Excerpts from a dataset:
▬▬▬
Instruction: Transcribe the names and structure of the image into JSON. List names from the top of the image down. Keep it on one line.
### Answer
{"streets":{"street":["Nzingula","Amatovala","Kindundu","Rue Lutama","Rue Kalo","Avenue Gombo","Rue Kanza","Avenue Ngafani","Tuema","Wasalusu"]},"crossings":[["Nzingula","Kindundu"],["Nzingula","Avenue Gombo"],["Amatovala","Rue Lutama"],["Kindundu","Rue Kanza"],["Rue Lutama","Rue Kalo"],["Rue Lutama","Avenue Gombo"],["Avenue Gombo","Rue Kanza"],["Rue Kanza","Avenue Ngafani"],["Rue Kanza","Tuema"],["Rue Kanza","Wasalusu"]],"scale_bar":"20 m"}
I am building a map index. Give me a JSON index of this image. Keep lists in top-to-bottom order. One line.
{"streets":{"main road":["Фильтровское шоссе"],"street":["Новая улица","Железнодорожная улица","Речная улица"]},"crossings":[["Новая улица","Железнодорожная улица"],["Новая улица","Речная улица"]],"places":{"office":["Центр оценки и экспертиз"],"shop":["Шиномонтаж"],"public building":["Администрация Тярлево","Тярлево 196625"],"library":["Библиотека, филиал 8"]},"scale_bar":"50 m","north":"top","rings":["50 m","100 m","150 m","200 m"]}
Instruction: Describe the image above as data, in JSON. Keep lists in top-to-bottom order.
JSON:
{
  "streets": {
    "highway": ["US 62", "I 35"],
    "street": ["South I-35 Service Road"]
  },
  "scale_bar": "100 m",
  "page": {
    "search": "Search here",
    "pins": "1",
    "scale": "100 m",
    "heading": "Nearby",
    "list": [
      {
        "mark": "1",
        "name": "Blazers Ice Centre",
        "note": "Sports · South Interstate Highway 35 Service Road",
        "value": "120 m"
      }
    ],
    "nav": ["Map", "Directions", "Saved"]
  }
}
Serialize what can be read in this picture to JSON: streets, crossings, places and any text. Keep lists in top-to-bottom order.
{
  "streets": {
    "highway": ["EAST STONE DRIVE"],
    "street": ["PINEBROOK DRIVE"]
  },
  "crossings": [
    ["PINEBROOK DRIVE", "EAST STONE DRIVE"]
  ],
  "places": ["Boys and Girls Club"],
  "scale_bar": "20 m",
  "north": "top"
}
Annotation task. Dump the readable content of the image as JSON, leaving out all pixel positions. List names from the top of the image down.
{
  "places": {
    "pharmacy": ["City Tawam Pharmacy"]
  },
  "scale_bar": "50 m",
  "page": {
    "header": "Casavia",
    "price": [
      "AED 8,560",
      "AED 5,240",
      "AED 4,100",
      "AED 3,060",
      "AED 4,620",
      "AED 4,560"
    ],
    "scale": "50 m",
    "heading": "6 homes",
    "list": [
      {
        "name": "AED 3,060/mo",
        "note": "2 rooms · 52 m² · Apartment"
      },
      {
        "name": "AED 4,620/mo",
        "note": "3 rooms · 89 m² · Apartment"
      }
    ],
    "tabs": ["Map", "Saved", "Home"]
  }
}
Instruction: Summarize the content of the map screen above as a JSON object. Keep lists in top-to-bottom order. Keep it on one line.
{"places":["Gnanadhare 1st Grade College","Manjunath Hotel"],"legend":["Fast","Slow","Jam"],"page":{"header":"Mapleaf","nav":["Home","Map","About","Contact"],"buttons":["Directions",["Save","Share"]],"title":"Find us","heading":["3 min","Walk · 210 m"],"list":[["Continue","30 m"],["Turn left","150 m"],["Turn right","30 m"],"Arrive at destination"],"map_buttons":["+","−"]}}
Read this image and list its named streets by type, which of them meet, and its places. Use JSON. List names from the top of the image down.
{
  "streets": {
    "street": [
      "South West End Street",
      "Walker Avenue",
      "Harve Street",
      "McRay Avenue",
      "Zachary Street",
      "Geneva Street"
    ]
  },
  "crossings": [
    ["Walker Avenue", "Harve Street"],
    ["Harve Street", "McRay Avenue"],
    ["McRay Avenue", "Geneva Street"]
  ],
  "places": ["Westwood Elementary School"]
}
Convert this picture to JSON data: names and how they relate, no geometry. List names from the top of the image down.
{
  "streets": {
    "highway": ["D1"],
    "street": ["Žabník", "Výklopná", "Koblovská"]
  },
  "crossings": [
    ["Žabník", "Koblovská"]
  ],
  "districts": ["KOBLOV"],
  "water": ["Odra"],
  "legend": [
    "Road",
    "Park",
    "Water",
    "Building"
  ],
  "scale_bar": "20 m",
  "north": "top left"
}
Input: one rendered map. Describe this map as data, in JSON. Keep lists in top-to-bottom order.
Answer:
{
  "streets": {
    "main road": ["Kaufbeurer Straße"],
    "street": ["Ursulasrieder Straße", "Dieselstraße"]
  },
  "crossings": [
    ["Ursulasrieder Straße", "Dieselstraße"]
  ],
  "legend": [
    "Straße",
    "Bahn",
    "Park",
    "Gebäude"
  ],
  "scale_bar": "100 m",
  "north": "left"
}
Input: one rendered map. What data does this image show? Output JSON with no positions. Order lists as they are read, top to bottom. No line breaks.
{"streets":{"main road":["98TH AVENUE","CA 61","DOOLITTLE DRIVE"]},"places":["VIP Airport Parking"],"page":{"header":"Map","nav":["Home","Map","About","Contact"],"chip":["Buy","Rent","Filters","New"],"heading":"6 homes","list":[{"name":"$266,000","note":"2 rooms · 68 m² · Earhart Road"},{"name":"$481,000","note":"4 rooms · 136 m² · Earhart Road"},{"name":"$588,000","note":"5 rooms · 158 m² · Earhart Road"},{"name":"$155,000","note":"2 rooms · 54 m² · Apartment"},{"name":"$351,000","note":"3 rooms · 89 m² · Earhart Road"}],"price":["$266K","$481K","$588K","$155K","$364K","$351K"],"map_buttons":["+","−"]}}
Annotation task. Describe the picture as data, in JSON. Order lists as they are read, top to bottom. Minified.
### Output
▬▬▬
EXERCISE DESCRIPTION =
Each record is to be retyped exactly as written.

RESULT OF THE TASK =
Instruction: Transcribe the names and structure of the image into JSON. List names from the top of the image down. Keep it on one line.
### Answer
{"streets":{"street":["Nzingula","Amatovala","Kindundu","Rue Lutama","Rue Kalo","Avenue Gombo","Rue Kanza","Avenue Ngafani","Tuema","Wasalusu"]},"crossings":[["Nzingula","Kindundu"],["Nzingula","Avenue Gombo"],["Amatovala","Rue Lutama"],["Kindundu","Rue Kanza"],["Rue Lutama","Rue Kalo"],["Rue Lutama","Avenue Gombo"],["Avenue Gombo","Rue Kanza"],["Rue Kanza","Avenue Ngafani"],["Rue Kanza","Tuema"],["Rue Kanza","Wasalusu"]],"scale_bar":"20 m"}
I am building a map index. Give me a JSON index of this image. Keep lists in top-to-bottom order. One line.
{"streets":{"main road":["Фильтровское шоссе"],"street":["Новая улица","Железнодорожная улица","Речная улица"]},"crossings":[["Новая улица","Железнодорожная улица"],["Новая улица","Речная улица"]],"places":{"office":["Центр оценки и экспертиз"],"shop":["Шиномонтаж"],"public building":["Администрация Тярлево","Тярлево 196625"],"library":["Библиотека, филиал 8"]},"scale_bar":"50 m","north":"top","rings":["50 m","100 m","150 m","200 m"]}
Instruction: Describe the image above as data, in JSON. Keep lists in top-to-bottom order.
JSON:
{
  "streets": {
    "highway": ["US 62", "I 35"],
    "street": ["South I-35 Service Road"]
  },
  "scale_bar": "100 m",
  "page": {
    "search": "Search here",
    "pins": "1",
    "scale": "100 m",
    "heading": "Nearby",
    "list": [
      {
        "mark": "1",
        "name": "Blazers Ice Centre",
        "note": "Sports · South Interstate Highway 35 Service Road",
        "value": "120 m"
      }
    ],
    "nav": ["Map", "Directions", "Saved"]
  }
}
Serialize what can be read in this picture to JSON: streets, crossings, places and any text. Keep lists in top-to-bottom order.
{
  "streets": {
    "highway": ["EAST STONE DRIVE"],
    "street": ["PINEBROOK DRIVE"]
  },
  "crossings": [
    ["PINEBROOK DRIVE", "EAST STONE DRIVE"]
  ],
  "places": ["Boys and Girls Club"],
  "scale_bar": "20 m",
  "north": "top"
}
Annotation task. Dump the readable content of the image as JSON, leaving out all pixel positions. List names from the top of the image down.
{
  "places": {
    "pharmacy": ["City Tawam Pharmacy"]
  },
  "scale_bar": "50 m",
  "page": {
    "header": "Casavia",
    "price": [
      "AED 8,560",
      "AED 5,240",
      "AED 4,100",
      "AED 3,060",
      "AED 4,620",
      "AED 4,560"
    ],
    "scale": "50 m",
    "heading": "6 homes",
    "list": [
      {
        "name": "AED 3,060/mo",
        "note": "2 rooms · 52 m² · Apartment"
      },
      {
        "name": "AED 4,620/mo",
        "note": "3 rooms · 89 m² · Apartment"
      }
    ],
    "tabs": ["Map", "Saved", "Home"]
  }
}
Instruction: Summarize the content of the map screen above as a JSON object. Keep lists in top-to-bottom order. Keep it on one line.
{"places":["Gnanadhare 1st Grade College","Manjunath Hotel"],"legend":["Fast","Slow","Jam"],"page":{"header":"Mapleaf","nav":["Home","Map","About","Contact"],"buttons":["Directions",["Save","Share"]],"title":"Find us","heading":["3 min","Walk · 210 m"],"list":[["Continue","30 m"],["Turn left","150 m"],["Turn right","30 m"],"Arrive at destination"],"map_buttons":["+","−"]}}
Read this image and list its named streets by type, which of them meet, and its places. Use JSON. List names from the top of the image down.
{
  "streets": {
    "street": [
      "South West End Street",
      "Walker Avenue",
      "Harve Street",
      "McRay Avenue",
      "Zachary Street",
      "Geneva Street"
    ]
  },
  "crossings": [
    ["Walker Avenue", "Harve Street"],
    ["Harve Street", "McRay Avenue"],
    ["McRay Avenue", "Geneva Street"]
  ],
  "places": ["Westwood Elementary School"]
}
Convert this picture to JSON data: names and how they relate, no geometry. List names from the top of the image down.
{
  "streets": {
    "highway": ["D1"],
    "street": ["Žabník", "Výklopná", "Koblovská"]
  },
  "crossings": [
    ["Žabník", "Koblovská"]
  ],
  "districts": ["KOBLOV"],
  "water": ["Odra"],
  "legend": [
    "Road",
    "Park",
    "Water",
    "Building"
  ],
  "scale_bar": "20 m",
  "north": "top left"
}
Input: one rendered map. Describe this map as data, in JSON. Keep lists in top-to-bottom order.
Answer:
{
  "streets": {
    "main road": ["Kaufbeurer Straße"],
    "street": ["Ursulasrieder Straße", "Dieselstraße"]
  },
  "crossings": [
    ["Ursulasrieder Straße", "Dieselstraße"]
  ],
  "legend": [
    "Straße",
    "Bahn",
    "Park",
    "Gebäude"
  ],
  "scale_bar": "100 m",
  "north": "left"
}
Input: one rendered map. What data does this image show? Output JSON with no positions. Order lists as they are read, top to bottom. No line breaks.
{"streets":{"main road":["98TH AVENUE","CA 61","DOOLITTLE DRIVE"]},"places":["VIP Airport Parking"],"page":{"header":"Map","nav":["Home","Map","About","Contact"],"chip":["Buy","Rent","Filters","New"],"heading":"6 homes","list":[{"name":"$266,000","note":"2 rooms · 68 m² · Earhart Road"},{"name":"$481,000","note":"4 rooms · 136 m² · Earhart Road"},{"name":"$588,000","note":"5 rooms · 158 m² · Earhart Road"},{"name":"$155,000","note":"2 rooms · 54 m² · Apartment"},{"name":"$351,000","note":"3 rooms · 89 m² · Earhart Road"}],"price":["$266K","$481K","$588K","$155K","$364K","$351K"],"map_buttons":["+","−"]}}
Annotation task. Describe the picture as data, in JSON. Order lists as they are read, top to bottom. Minified.
### Output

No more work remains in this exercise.